Solved: Re: VSAN Disk Format to 3.0 failed // Failed to re... - Page 2

KurtDePauw1 · ‎03-17-2016

Hello all,

After the upgrade to "6.0 Update 2" and trying to update the disk format to version 3.0 I received the below error message.

Failed to realign following Virtual SAN objects:

be4db256-0ab4-9801-c523-0cc47a3a34ca, c2bcb056-5d5f-0f02-f096-0cc47a3a3320, c0bcb056-70a6-180c-c583-0cc47a3a3320, e413b256-90b5-dd1a-cce6-0cc47a3a34ca, c2bcb056-64aa-ee1e-0bb3-0cc47a3a3320, c0bcb056-4b47-5529-b59d-0cc47a3a3320, 6644b256-e0f8-3338-737d-0cc47a3a34ca, d411b256-08ea-f83b-9774-0cc47a3a34ca, c0bcb056-a489-9541-efbe-0cc47a3a3320, 3f6abc56-28fd-4a48-4f8a-0cc47a3a34ce, d411b256-784e-a45a-714d-0cc47a3a34ca, c1bcb056-6671-c45c-2254-0cc47a3a3320, 3f6abc56-1061-ab60-e4c8-0cc47a3a34ce, f17bb356-fcdf-3469-502a-0cc47a3a3320, cfe8b156-606f-ee6a-4356-0cc47a3a34ce, d411b256-4450-3777-e3bf-0cc47a3a34ca, c1bcb056-b24e-cb7a-7b1a-0cc47a3a3320, f17bb356-f008-9581-2468-0cc47a3a3320, 31bdb056-0a02-4882-9094-0cc47a3a34ca, c1bcb056-2a83-a596-ed2c-0cc47a3a3320, f17bb356-08a1-529f-c375-0cc47a3a3320, c1bcb056-4edc-ffaf-bf04-0cc47a3a3320, c1bcb056-c9e2-fec8-1930-0cc47a3a3320, c1bcb056-4e92-e4e4-9b92-0cc47a3a3320, e413b256-dcd0-f6fd-8ae2-0cc47a3a34ca,

due to being locked or lack of vmdk descriptor file, which requires manual fix.
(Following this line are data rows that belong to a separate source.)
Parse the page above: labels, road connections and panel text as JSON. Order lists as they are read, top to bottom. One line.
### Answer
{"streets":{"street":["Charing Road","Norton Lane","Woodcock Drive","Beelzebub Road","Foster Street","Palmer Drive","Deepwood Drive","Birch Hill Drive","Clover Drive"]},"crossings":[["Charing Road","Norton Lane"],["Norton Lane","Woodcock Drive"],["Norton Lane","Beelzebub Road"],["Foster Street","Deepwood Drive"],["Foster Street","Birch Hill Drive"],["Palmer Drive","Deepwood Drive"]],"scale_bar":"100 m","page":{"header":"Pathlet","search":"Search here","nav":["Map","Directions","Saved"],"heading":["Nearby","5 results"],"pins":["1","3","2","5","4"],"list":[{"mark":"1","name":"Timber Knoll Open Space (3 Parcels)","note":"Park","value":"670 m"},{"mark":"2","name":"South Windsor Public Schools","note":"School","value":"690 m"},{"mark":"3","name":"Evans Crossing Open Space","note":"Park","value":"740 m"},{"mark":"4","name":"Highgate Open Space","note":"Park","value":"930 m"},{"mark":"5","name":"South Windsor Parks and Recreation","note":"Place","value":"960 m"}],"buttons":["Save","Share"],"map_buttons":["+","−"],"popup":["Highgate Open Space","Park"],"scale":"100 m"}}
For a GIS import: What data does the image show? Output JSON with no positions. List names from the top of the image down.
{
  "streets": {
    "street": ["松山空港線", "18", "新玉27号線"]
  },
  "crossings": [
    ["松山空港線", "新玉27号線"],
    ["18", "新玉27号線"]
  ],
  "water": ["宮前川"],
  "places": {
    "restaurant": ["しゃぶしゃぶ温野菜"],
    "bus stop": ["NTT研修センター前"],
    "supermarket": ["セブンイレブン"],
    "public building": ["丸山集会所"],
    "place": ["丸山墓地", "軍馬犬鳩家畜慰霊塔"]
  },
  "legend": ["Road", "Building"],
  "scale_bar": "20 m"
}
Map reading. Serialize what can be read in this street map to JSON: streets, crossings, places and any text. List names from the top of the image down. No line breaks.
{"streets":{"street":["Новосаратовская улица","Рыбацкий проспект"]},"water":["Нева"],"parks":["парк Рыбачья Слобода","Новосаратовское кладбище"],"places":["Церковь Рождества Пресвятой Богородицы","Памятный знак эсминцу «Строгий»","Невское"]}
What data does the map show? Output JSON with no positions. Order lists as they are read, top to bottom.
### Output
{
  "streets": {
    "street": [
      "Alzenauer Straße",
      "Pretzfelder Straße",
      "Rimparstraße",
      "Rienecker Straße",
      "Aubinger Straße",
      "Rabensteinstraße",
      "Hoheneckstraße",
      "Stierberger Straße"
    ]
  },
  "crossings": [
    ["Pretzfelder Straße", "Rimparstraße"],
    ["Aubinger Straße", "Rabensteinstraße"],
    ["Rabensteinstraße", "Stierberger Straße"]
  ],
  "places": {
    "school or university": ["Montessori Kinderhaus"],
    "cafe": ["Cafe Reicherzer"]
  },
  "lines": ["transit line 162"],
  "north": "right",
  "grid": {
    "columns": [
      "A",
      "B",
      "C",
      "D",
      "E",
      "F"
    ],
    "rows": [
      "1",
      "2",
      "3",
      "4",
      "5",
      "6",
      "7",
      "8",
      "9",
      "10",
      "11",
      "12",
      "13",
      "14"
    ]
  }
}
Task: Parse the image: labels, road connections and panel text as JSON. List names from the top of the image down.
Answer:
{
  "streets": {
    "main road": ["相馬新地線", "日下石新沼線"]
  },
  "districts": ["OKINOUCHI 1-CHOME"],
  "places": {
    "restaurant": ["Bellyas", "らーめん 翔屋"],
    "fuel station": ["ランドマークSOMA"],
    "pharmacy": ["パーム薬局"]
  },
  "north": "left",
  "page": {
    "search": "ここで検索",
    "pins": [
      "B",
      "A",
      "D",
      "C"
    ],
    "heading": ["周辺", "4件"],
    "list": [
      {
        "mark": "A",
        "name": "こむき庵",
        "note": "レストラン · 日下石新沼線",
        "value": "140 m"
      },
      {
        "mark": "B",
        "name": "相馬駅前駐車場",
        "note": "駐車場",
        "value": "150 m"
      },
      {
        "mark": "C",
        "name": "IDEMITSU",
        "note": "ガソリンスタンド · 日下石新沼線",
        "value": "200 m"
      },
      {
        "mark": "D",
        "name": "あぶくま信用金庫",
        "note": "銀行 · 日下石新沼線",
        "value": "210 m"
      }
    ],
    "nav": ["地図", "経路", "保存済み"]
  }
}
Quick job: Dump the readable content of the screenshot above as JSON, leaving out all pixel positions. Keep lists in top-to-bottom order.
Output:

Does someone has an idea to fix this ?

AlexanderLiucka · ‎03-30-2016

Hi Bill,

Don't worry. As said CHogan, that we can expect in very short time frame, the fix for this problem. By maybe Chogan forgot to mention that for him a short time frame is around this new year or maybe next new year.

But how I sad. Don't worry Bill. They are just finalizing the testing on the scripts.

I can't imagine how they announced around 10 February 2016 that they are ready with the new vsan 6.2 and it will be available in March 2016.

Can you imagine that with a ready product, that you delay it with a month, because you have a release cycle and voila the product is full with bugs? I just can't imagine such think but it happens all the time.

douglasarcidino · ‎03-30-2016

With all due respect, this is why I don't deploy in production for a few months any new product from any vendor. I have only deployed 6.2 in my home lab and office lab environments. I do it that way so I can see what bugs are there and learn how to fix them. The upgrade wasn't smooth in my home lab but it was bulletproof in my office lab. Early adoption comes with risks and that's why you have a support contract. the fact that the issue has been identified and they are almost ready with a patch is good news. This is still nowhere near as bad of a bug the EMC VNX2 rebooting both storage processors simultaneously after 60 days of uptime. This nowhere near as bad as the early VMFS5 updates that wiped out your datastore. This is nowhere near as bad as the vCenter 5.1 update that destroys your vCenter server.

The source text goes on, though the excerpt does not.